IATA Releases Comprehensive Report on Indian Aviation
The International Air Transport Association (IATA) released a comprehensive report on India’s aviation market. The report focuses on the challenges of realizing the economic and social benefits of an Indian aviation industry that has tremendous potential for continued high-speed demand growth.
Key findings of the report include:
Indian aviation is growing fast
- In 2010, 79 million people traveled to/from/or within India. By 2017 that doubled to 158 million. That number is expected to treble to 520 million by 2037.
Air transport makes a significant economic contribution to India
- Aviation in India supports 7.5 million jobs: 390,000 directly, 570,000 in the value chain, and 6.2 million in tourism.
- Aviation contributes some US$30 billion annually to India’s GDP.

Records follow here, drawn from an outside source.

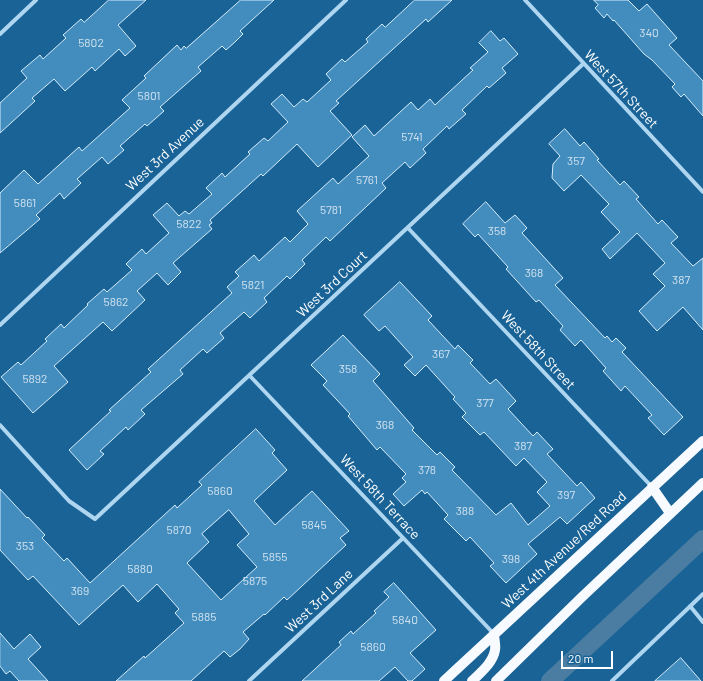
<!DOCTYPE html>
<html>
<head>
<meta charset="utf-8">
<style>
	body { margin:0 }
	#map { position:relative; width:703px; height:681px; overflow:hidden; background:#1a6397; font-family:Barlow,sans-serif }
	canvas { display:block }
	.scale { position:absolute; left:561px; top:651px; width:52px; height:18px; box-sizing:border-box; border:2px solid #fff; border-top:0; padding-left:5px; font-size:12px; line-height:14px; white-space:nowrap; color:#fff; -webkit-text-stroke:3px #1a6397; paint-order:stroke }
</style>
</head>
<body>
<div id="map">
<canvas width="703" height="681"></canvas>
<div class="scale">20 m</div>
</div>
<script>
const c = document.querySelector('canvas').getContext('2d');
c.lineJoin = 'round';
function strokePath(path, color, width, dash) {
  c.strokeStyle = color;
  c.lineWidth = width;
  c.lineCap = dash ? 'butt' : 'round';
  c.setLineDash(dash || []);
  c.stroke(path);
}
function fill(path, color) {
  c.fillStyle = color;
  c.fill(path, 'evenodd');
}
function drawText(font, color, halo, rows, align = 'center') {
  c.font = font + ' Barlow,sans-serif';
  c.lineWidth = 4;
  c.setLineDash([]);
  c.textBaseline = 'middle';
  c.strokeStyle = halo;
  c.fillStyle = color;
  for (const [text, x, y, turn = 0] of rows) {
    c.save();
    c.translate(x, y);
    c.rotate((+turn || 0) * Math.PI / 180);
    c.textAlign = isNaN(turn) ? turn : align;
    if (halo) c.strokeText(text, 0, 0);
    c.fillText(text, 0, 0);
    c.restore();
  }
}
strokePath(new Path2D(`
	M 550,681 L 703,539`), '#4a7da1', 18);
const building = new Path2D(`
	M 109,0 L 146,0 L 118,25 L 136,46 L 125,56 L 119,49 L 95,71 L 92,67 L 65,91 L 54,79 L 32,98 L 35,101 L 0,133 L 0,103 L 27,78 L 21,71 L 40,55 L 43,59 L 66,38 L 63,35 L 81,19 L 84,22 Z
	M 241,0 L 274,0 L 240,31 L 243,34 L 235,42 L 226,50 L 222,46 L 198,67 L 201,71 L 160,107 L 164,111 L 147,126 L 145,124 L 120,146 L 124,150 L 108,164 L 102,157 L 77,179 L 81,183 L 64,199 L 60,193 L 36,215 L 40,219 L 0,253 L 0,193 L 24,170 L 38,184 L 79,147 L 82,151 L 130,108 L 122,100 L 146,78 L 144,76 L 177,45 L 181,50 L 184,46 L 186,48 Z
	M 415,0 L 452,0 L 428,22 L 426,19 L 336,101 L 339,103 L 330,111 L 352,135 L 318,167 L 297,144 L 263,176 L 261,174 L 210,220 L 212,223 L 209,225 L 212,229 L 173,263 L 181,272 L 168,285 L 157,273 L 137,291 L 145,300 L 112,331 L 103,322 L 54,366 L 68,382 L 33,413 L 1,377 L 18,362 L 21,365 L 47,341 L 45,339 L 61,324 L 64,328 L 88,305 L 87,304 L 104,289 L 107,292 L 132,270 L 126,264 L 142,249 L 146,254 L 169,233 L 153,215 L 167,203 L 179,216 L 185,211 L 189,214 L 212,194 L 206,188 L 222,173 L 225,177 L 250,154 L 248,152 L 264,138 L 268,141 L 288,122 L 271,104 L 282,94 L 294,107 L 303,99 L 307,102 L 331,80 L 326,74 L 342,59 L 345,62 L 368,42 L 366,39 L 382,24 L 385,27 Z
	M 594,0 L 628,0 L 639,11 L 647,4 L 677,38 L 669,45 L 703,81 L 703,116 L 684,94 L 681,97 L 672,87 L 675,84 L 652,60 L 644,54 L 614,20 L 613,21 L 607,14 L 604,18 L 595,8 L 598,5 Z
	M 491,31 L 500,41 L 504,38 L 518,54 L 502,68 L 506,73 L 489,88 L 487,86 L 462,110 L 466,114 L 449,129 L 447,126 L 423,149 L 426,153 L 410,168 L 405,162 L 382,183 L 386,188 L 330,241 L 326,237 L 302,260 L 305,264 L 290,279 L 287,276 L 264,298 L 267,302 L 250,318 L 244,312 L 220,333 L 224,338 L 207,353 L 203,349 L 180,370 L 183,374 L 141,410 L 145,414 L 128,430 L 126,427 L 100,451 L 104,454 L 87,470 L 69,450 L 111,411 L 109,410 L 151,372 L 148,369 L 232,293 L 227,287 L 239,276 L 235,272 L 254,255 L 259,261 L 285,237 L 290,242 L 308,224 L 297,211 L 333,178 L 338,184 L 369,156 L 352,137 L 365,125 L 374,136 L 411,102 L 418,110 L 430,99 L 435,105 L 473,70 L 470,68 L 488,52 L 479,43 Z
	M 565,129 L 580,146 L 584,142 L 599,159 L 597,160 L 620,185 L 624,181 L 639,197 L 636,199 L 658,224 L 662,220 L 678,237 L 671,243 L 693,266 L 703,258 L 703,330 L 683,307 L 657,331 L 639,311 L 665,286 L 653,274 L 665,263 L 637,233 L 610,259 L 602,249 L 620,232 L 601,212 L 609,204 L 581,175 L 564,191 L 552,178 L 553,164 L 560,156 L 549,144 Z
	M 486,202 L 505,223 L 515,215 L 527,228 L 522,233 L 563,278 L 555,285 L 605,338 L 607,336 L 612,342 L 616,338 L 626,348 L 622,352 L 683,417 L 664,435 L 648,418 L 652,415 L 625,386 L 621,391 L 603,371 L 606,368 L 581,340 L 575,346 L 560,330 L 563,326 L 539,300 L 536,302 L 506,269 L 508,267 L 478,234 L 475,237 L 463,224 Z
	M 400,282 L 432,316 L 428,320 L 455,349 L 458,345 L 473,360 L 470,363 L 490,384 L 496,379 L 516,401 L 508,409 L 533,436 L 537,432 L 553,449 L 547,454 L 577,486 L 581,482 L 595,498 L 567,524 L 560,517 L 528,544 L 537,554 L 506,583 L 490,566 L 494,563 L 470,537 L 466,541 L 444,519 L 448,515 L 427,492 L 425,494 L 422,490 L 404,506 L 393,494 L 406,482 L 402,478 L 406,474 L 380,447 L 377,450 L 348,416 L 350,414 L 323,385 L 327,381 L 311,365 L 343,335 L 380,374 L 373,381 L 414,428 L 412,430 L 437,455 L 440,452 L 455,467 L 452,470 L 496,515 L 511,503 L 528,525 L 550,506 L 537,492 L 547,482 L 524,458 L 516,466 L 484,432 L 480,435 L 462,417 L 466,413 L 453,399 L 455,397 L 426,365 L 415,376 L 404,365 L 413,357 L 385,326 L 379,331 L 364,315 Z
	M 256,429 L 275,450 L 272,453 L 287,470 L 254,501 L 275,525 L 312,491 L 349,531 L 340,538 L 346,545 L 287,600 L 284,597 L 265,615 L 264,614 L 243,632 L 249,639 L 240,649 L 230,657 L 224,651 L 191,681 L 116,681 L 144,656 L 145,658 L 184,623 L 175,613 L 179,609 L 157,584 L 138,602 L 123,585 L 79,625 L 33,576 L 28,580 L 0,550 L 0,489 L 27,518 L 28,517 L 45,535 L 42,538 L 64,561 L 67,558 L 90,583 L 175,505 L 177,508 L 202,485 L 199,482 ZM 229,510 L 249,534 L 237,545 L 257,567 L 221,600 L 187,563 L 209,542 L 202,534 Z
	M 394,583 L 436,630 L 410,653 L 425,669 L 412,681 L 408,681 L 395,667 L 379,681 L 302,681 L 341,645 L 339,642 L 351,631 L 353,634 L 376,613 L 374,611 L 389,597 L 384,592 Z
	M 0,633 L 14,649 L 30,634 L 41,647 L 28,659 L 48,681 L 19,681 L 10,671 L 6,674 L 0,666 Z
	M 681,658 L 701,681 L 655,681 Z`);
fill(building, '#438dbe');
strokePath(building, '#d5ecfb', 1);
strokePath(new Path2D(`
	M 525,0 L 703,192
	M 0,34 L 36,0
	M 408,228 L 652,487
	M 0,325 L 346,0
	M 250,376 L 494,634
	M 0,425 L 69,501 L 95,519 L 583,64
	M 690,606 L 703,622
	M 249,681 L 403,538
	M 612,681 L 703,594`), '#aed6f0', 4);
strokePath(new Path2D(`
	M 652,487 L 670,513
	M 444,681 L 703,441
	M 472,681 C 480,673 493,663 495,650 C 496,645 494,639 494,634
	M 496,681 L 583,596 L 703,483`), '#f7fbff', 10);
drawText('12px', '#d0e2ef', null, [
	["340",649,33],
	["5802",91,43],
	["5801",149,96],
	["5741",412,137],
	["357",576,161],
	["5761",367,180],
	["5861",25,203],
	["5781",331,210],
	["5822",189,224],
	["358",497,231],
	["368",534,273],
	["387",681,280],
	["5821",253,285],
	["5862",116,302],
	["367",441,354],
	["358",348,369],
	["5892",35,379],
	["377",485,403],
	["368",385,425],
	["387",523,446],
	["378",427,470],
	["5860",220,491],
	["397",566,495],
	["388",465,511],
	["5845",314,525],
	["5870",179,530],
	["353",25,546],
	["5855",275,557],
	["398",511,559],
	["5880",140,569],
	["5875",255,581],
	["369",80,591],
	["5885",204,617],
	["5840",405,620],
	["5860",373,647]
]);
drawText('14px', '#fff', '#1a6397', [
	["West 57th Street",621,89,47],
	["West 3rd Avenue",165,154,-43],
	["West 3rd Court",332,284,-43],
	["West 58th Street",538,350,47],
	["West 58th Terrace",380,497,47],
	["West 4th Avenue/Red Road",564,550,-43],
	["West 3rd Lane",319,601,-43]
]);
</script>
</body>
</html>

India will be the third largest domestic market (behind the US and China)
- Domestic load factors are high, hitting a record 90% in February 2018.
- The 98 million domestic passenger trips in 2017 equal 7.3% of India’s population.
- After adjusting for inflation, average domestic fares fell by more than 70% since 2005.
- The number of domestic airport pairs is 700 (a 50% increase on 2015 levels).
- Low cost carriers account for about 70% of domestic seats.
India’s international market is growing more slowly than domestic
- In 2017 there were about 60 million international journeys to/from India.
- Low cost operators account for about 25% of international capacity.
- India is directly linked to 304 international destinations, up from 230 in 2008.
- About 41% of India’s direct international connectivity is to the Middle East—much of it to super-connector hubs of UAE and Qatar.
The Indian outbound air cargo market topped 1 million tonnes in 2017 (+16.9% on 2016)
- UAE is India’s largest cargo market (30%); Ethiopia is the fastest growing of the main markets (+114% on 2016).
- Delhi and Mumbai are India’s largest cargo hubs; Mumbai and Chennai are the fastest growing (+18.1% and +17.2% respectively).